Each line below from the one containing "position:absolute; left:21px; top:21px;" through the one containing "2px,1541px 2px,1601px 125px,1145px" should be output exactly as it stands, and no other line should appear.

----- PROVIDED RECORDS -----

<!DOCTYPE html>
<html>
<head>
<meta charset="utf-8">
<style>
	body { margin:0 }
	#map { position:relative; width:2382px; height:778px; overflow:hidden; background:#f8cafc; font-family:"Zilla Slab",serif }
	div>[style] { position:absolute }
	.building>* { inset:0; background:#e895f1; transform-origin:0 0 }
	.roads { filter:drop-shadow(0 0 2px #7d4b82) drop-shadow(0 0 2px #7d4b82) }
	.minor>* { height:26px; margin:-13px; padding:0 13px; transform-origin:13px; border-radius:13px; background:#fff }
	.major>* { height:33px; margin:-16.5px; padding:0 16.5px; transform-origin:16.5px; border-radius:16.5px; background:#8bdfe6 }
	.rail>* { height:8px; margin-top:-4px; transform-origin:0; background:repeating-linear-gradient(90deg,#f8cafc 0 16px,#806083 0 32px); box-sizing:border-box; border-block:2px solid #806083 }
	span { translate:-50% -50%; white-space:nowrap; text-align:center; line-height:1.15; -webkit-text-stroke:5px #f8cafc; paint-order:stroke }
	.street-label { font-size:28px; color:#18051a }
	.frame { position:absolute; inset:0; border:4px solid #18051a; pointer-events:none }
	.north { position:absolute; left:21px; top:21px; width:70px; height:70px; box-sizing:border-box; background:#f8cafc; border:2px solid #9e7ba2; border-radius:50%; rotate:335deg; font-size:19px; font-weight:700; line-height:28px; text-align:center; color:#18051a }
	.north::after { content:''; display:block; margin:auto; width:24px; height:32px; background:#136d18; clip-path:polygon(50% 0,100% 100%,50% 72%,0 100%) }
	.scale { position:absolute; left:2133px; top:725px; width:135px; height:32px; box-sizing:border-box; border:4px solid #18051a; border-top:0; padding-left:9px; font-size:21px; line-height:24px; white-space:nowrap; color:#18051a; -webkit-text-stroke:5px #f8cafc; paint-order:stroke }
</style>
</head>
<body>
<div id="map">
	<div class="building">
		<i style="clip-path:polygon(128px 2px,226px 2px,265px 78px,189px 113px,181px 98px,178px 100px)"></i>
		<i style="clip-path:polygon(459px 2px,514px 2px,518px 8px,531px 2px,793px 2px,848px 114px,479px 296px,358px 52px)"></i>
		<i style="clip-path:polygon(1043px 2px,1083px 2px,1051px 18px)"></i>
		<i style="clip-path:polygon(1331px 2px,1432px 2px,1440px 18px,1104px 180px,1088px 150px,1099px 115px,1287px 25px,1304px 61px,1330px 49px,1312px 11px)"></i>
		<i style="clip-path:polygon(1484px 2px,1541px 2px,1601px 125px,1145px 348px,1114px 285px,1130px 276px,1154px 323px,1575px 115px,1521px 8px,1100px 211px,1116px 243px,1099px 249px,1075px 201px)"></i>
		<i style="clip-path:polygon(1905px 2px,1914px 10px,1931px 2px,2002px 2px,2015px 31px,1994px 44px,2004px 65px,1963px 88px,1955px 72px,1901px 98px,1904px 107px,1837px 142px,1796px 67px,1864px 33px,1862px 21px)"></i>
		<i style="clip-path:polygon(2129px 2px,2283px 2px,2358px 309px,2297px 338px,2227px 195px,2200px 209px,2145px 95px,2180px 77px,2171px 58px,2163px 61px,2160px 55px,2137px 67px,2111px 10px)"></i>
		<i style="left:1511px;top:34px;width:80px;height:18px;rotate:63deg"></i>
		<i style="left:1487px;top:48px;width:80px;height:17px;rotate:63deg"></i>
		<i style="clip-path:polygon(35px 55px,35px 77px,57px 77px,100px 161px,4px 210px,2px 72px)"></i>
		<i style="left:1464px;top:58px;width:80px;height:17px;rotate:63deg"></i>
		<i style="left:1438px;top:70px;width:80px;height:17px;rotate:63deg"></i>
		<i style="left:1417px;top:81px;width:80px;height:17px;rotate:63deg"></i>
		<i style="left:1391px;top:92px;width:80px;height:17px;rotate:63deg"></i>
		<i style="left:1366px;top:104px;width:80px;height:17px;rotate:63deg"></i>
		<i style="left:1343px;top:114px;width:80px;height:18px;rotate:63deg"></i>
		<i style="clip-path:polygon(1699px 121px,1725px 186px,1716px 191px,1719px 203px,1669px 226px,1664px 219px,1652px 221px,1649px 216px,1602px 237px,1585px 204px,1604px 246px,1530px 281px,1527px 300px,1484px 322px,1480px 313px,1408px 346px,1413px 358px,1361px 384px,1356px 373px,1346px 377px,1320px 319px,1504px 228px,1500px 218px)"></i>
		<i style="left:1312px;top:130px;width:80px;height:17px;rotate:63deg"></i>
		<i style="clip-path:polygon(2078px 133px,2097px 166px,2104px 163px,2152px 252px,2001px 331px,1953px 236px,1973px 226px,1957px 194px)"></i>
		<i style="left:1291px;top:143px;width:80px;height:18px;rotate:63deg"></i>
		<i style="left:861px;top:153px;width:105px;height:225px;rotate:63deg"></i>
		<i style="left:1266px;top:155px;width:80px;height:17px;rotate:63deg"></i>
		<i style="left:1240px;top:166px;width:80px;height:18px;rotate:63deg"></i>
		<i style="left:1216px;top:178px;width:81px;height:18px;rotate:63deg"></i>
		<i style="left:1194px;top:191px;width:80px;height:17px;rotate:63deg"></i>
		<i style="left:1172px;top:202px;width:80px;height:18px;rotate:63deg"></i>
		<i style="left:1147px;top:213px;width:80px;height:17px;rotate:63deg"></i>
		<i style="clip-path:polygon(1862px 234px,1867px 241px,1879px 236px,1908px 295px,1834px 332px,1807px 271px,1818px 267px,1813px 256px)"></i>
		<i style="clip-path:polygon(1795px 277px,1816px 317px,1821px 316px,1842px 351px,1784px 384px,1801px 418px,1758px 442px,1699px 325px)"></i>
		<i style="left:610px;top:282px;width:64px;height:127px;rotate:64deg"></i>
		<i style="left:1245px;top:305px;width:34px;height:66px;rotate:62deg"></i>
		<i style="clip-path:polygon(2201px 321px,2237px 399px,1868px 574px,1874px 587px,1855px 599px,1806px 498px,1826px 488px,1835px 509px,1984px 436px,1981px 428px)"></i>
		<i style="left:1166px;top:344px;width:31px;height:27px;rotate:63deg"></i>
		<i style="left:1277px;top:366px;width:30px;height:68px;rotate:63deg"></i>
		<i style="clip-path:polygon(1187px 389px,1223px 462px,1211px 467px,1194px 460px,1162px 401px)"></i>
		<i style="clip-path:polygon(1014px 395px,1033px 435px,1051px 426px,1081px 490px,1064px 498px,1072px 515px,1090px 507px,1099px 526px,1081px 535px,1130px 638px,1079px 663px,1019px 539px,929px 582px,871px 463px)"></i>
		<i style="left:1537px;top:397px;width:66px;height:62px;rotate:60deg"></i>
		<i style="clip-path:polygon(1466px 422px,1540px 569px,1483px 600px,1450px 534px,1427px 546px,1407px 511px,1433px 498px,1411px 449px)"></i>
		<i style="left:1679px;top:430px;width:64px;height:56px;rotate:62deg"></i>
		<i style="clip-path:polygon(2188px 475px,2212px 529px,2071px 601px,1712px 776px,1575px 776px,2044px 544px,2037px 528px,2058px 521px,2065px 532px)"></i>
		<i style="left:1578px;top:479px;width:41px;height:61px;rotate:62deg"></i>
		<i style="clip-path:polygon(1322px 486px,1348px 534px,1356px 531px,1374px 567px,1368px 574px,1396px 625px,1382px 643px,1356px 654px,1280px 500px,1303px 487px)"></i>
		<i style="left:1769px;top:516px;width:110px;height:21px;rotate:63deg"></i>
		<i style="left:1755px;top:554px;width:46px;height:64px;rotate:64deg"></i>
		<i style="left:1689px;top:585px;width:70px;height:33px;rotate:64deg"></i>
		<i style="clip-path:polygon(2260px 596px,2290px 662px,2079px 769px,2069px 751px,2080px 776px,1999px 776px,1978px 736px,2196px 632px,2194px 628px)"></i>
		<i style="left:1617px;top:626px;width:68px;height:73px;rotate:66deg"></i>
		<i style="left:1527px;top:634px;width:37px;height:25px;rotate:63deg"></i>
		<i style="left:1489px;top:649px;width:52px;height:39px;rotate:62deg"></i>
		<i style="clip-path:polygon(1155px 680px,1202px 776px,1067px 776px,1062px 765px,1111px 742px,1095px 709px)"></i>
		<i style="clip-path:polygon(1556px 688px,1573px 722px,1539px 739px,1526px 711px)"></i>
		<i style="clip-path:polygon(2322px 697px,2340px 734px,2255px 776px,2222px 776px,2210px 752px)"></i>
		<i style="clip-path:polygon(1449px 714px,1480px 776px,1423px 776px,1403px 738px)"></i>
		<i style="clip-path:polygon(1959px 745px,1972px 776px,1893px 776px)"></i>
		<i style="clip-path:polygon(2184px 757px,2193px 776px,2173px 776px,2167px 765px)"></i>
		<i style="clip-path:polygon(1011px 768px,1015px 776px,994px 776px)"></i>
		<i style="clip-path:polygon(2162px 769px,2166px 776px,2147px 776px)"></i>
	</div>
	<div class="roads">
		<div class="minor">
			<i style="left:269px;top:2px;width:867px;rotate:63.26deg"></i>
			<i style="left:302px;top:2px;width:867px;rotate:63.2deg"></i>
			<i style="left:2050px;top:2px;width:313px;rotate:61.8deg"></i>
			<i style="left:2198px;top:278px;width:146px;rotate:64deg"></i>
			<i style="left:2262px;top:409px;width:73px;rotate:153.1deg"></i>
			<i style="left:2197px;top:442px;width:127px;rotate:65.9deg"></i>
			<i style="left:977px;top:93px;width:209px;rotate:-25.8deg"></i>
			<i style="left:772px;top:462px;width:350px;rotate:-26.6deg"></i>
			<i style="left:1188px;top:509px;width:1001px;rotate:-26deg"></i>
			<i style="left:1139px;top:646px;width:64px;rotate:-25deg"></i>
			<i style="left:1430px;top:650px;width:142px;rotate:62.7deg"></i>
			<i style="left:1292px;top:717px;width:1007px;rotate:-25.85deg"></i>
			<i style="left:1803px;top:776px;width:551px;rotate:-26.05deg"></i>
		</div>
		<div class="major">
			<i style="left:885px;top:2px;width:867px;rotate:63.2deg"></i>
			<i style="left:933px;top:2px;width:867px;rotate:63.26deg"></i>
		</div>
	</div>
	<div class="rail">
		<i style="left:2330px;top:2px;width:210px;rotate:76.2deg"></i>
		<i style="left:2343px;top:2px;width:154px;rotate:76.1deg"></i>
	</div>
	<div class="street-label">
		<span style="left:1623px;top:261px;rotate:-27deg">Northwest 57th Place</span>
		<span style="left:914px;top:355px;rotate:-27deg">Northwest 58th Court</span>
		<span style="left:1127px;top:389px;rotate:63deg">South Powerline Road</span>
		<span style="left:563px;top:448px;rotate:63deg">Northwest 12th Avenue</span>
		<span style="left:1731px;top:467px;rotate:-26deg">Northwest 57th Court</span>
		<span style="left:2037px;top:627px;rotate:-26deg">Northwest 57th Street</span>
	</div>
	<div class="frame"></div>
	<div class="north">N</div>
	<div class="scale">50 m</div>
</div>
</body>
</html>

-----

**REPLY TO THE TASK**
	.north { position:absolute; left:21px; top:21px; width:70px; height:70px; box-sizing:border-box; background:#f8cafc; border:2px solid #9e7ba2; border-radius:50%; rotate:335deg; font-size:19px; font-weight:700; line-height:28px; text-align:center; color:#18051a }
	.north::after { content:''; display:block; margin:auto; width:24px; height:32px; background:#136d18; clip-path:polygon(50% 0,100% 100%,50% 72%,0 100%) }
	.scale { position:absolute; left:2133px; top:725px; width:135px; height:32px; box-sizing:border-box; border:4px solid #18051a; border-top:0; padding-left:9px; font-size:21px; line-height:24px; white-space:nowrap; color:#18051a; -webkit-text-stroke:5px #f8cafc; paint-order:stroke }
</style>
</head>
<body>
<div id="map">
	<div class="building">
		<i style="clip-path:polygon(128px 2px,226px 2px,265px 78px,189px 113px,181px 98px,178px 100px)"></i>
		<i style="clip-path:polygon(459px 2px,514px 2px,518px 8px,531px 2px,793px 2px,848px 114px,479px 296px,358px 52px)"></i>
		<i style="clip-path:polygon(1043px 2px,1083px 2px,1051px 18px)"></i>
		<i style="clip-path:polygon(1331px 2px,1432px 2px,1440px 18px,1104px 180px,1088px 150px,1099px 115px,1287px 25px,1304px 61px,1330px 49px,1312px 11px)"></i>
		<i style="clip-path:polygon(1484px 2px,1541px 2px,1601px 125px,1145px 348px,1114px 285px,1130px 276px,1154px 323px,1575px 115px,1521px 8px,1100px 211px,1116px 243px,1099px 249px,1075px 201px)"></i>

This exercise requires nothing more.